Define Clear Strategic Vision 

The first step is to have clarity of strategic vision for each of your IT portfolios. Executive managers in Steering Committees have the responsibility to clearly define the main business objectives of projects and portfolio of projects. They are the ultimate architects for the organizational transformation that will happen. The objectives that they define will guide IT project leaders in their decision making and will help them prioritize business requirements. 

Maximize ERP systems 

Most big firms implement a digitized platform anchored on a major piece of purchased enterprise resource planning software such as SAP and Oracle. Implementation should be kept within the standard configuration as much as possible. This is a difficult challenge though. Of course, some business requirements cannot be addressed by standard functionalities. They will have to be developed or coded to change standard functionalities of the application to suit business needs. The challenge is to keep the balance between benefits and costs of these developments. Keeping solution within the platform configuration standards will reduce consulting cost, configuration and development effort. In the long run it will reduce cost of IT operation and application support. Additionally, companies can leverage on continuous evolution of those ERP platforms whenever new releases and versions become available. They can change to the new version without lengthy and costly upgrade process. 
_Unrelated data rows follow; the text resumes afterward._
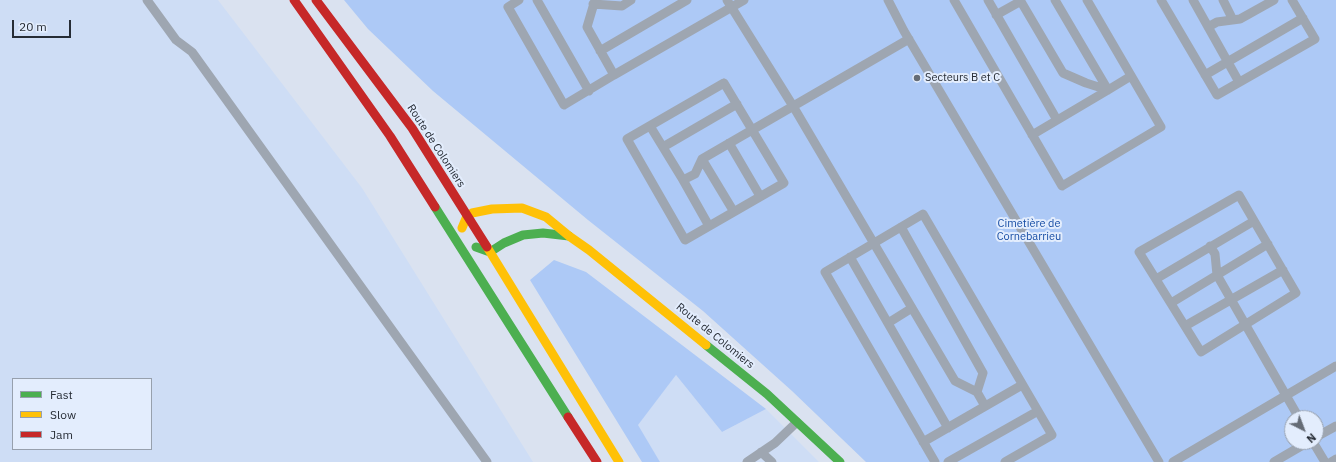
<!DOCTYPE html>
<html>
<head>
<meta charset="utf-8">
<style>
  body { margin:0 }
  #map { position:relative; width:1336px; height:462px; overflow:hidden; background:#dae2f0; font-family:"IBM Plex Sans",sans-serif }
  canvas { display:block }
  .legend { position:absolute; left:12px; top:378px; width:140px; height:72px; box-sizing:border-box; background:#e3edfd; border:1px solid #97a0ad; margin:0; padding:5px 7px; list-style:none; font-size:12px; color:#262c35 }
  .legend li { display:flex; align-items:center; gap:8px; height:20px }
  .legend b { width:20px; border:1px solid #97a0ad }
  .north { position:absolute; left:1284px; top:410px; width:40px; height:40px; box-sizing:border-box; background:#e3edfd; border:1px solid #97a0ad; border-radius:50%; rotate:138deg; font-size:11px; font-weight:700; line-height:16px; text-align:center; color:#262c35 }
  .north::after { content:''; display:block; margin:auto; width:14px; height:18px; background:#656c76; clip-path:polygon(50% 0,100% 100%,50% 72%,0 100%) }
  .scale { position:absolute; left:12px; top:20px; width:59px; height:18px; box-sizing:border-box; border:2px solid #262c35; border-top:0; padding-left:5px; font-size:12px; line-height:14px; white-space:nowrap; color:#262c35; -webkit-text-stroke:3px #e3edfd; paint-order:stroke }
</style>
</head>
<body>
<div id="map">
<canvas width="1336" height="462"></canvas>
<ul class="legend">
<li><b style="height:5px;background:#4caf50"></b>Fast</li>
<li><b style="height:5px;background:#ffc107"></b>Slow</li>
<li><b style="height:5px;background:#c62828"></b>Jam</li>
</ul>
<div class="north">N</div>
<div class="scale">20 m</div>
</div>
<script>
const g = document.querySelector('canvas').getContext('2d');
g.lineJoin = 'round';
function fillPath(path, color) {
  g.fillStyle = color;
  g.fill(path, 'evenodd');
}
function toPath(rows) {
  const path = new Path2D();
  for (const r of rows) {
    path.moveTo(r[0], r[1]);
    for (let i = 2; i < r.length; i += 2) path.lineTo(r[i], r[i + 1]);
  }
  return path;
}
function stroke(path, color, width, dash) {
  g.strokeStyle = color;
  g.lineWidth = width;
  g.lineCap = dash ? 'butt' : 'round';
  g.setLineDash(dash || []);
  g.stroke(path);
}
function drawText(font, color, halo, rows, align = 'center') {
  g.font = font + ' "IBM Plex Sans",sans-serif';
  g.lineWidth = 4;
  g.setLineDash([]);
  g.textBaseline = 'middle';
  g.strokeStyle = halo;
  g.fillStyle = color;
  for (const [text, x, y, turn = 0] of rows) {
    g.save();
    g.translate(x, y);
    g.rotate((+turn || 0) * Math.PI / 180);
    g.textAlign = isNaN(turn) ? turn : align;
    if (halo) g.strokeText(text, 0, 0);
    g.fillText(text, 0, 0);
    g.restore();
  }
}
const built = toPath([
  [0,0,218,0,362,188,533,462,0,462],
  [13,379,151,379,151,449,13,449],
  [676,375,722,432,766,409,819,462,660,462,637,425]
]);
const green = toPath([
  [344,0,1336,0,1336,462,866,462,792,391,703,311,588,220,433,91,368,29],
  [1292,418,1316,418,1316,442,1292,442],
  [554,260,586,272,766,409,722,432,676,375,638,425,660,462,642,462,530,280]
]);
const lane = toPath([
  [147,0,176,40,192,52,487,462],
  [519,0,508,7,564,105,614,75],
  [537,0,589,91],
  [595,0,587,27,614,75,744,0],
  [727,0,793,106,955,381,977,392,985,406],
  [888,0,904,31,1159,462],
  [954,0,1062,186,1161,127,1087,0],
  [988,0,1057,120],
  [1020,0,1063,73,1086,83,1108,90],
  [1055,0,1108,90,1131,76],
  [1161,0,1217,95,1315,39,1292,0],
  [1193,0,1239,82],
  [1223,0,1233,20],
  [593,4,622,6,631,0],
  [996,15,1021,1],
  [1208,27,1217,22,1240,19,1274,0],
  [600,51,687,0],
  [1205,75,1303,18],
  [724,83,784,183,685,240,627,139,724,83],
  [650,126,683,180],
  [1032,135,1108,90],
  [729,143,760,196],
  [663,147,737,104],
  [702,159,734,212],
  [1239,195,1296,293,1201,352,1139,252,1239,195],
  [709,226,683,180,695,174,702,159,909,39],
  [901,227,983,373,977,392],
  [1210,246,1215,254,1217,275,1299,418],
  [850,257,948,428],
  [1156,279,1254,221],
  [1171,303,1268,244],
  [888,323,912,308],
  [1185,326,1283,270],
  [1316,437,1336,426],
  [923,442,1022,385],
  [1313,442,1325,462],
  [761,452,772,462],
  [747,462,775,443,797,422],
  [935,462,825,272,923,214,1052,435,1005,462],
  [948,462,1038,411],
  [1173,462,1336,366],
  [1274,462,1308,442],
  [1331,462,1336,459]
]);
const fast = toPath([
  [435,207,568,417],
  [476,247,490,252,504,243,523,235,543,233,569,236],
  [706,345,767,394,840,462]
]);
const slow = toPath([
  [462,228,467,216,472,213,492,209,522,208,546,217,569,236,589,250,706,345],
  [487,247,619,462]
]);
const jam = toPath([
  [294,0,390,136,435,207],
  [316,0,412,128,487,247],
  [568,417,597,462]
]);
const markers = [
  [917,78,4,"#656c76"]
];
const poiNames = [
  ["Secteurs B et C",925,78]
];
const streetNames = [
  ["Route de Colomiers",436,146,57],
  ["Route de Colomiers",715,336,39]
];
const parkNames = [
  ["Cimetière de",1029,224],
  ["Cornebarrieu",1029,237]
];
fillPath(built, '#ceddf5');
fillPath(green, '#adc9f6');
stroke(lane, '#9ea6b1', 9);
stroke(fast, '#4caf50', 9);
stroke(slow, '#ffc107', 9);
stroke(jam, '#c62828', 9);
for (const [x, y, r, color] of markers) {
  const dot = new Path2D();
  dot.arc(x, y, r, 0, 2 * Math.PI);
  g.fillStyle = color;
  g.fill(dot);
  stroke(dot, '#e3edfd', 1.5);
}
drawText('11px', '#262c35', '#e3edfd', poiNames, 'left');
drawText('11px', '#262c35', '#e3edfd', streetNames);
drawText('11px', '#174da4', '#e3edfd', parkNames);
</script>
</body>
</html>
IT Infrastructure Consolidation 

Data center consolidation is a major focus of many organizations today. According to Computer Economics, in 2008, 76% of organizations had some level of activity in the area of data center consolidation.  It is one of the most essential ways to lower the cost of IT operations. Bigger data centers are simply more cost-effective on a per unit basis. Therefore, for many organizations, consolidating multiple data centers into a single facility should be a primary strategy for cutting cost. Additionally, this consolidation effort can also result to mitigating risk and improving service levels. Concentrating computing resources into one or a small number of physical locations can boost the productivity of IT assets and personnel. It will also simplify IT operations management. Most organizations will realize quantifiable returns from such efforts. 

1 Weill, Peter. IT Savvy: What Top Executives Must Know to Go from Pain to Gain. 2009.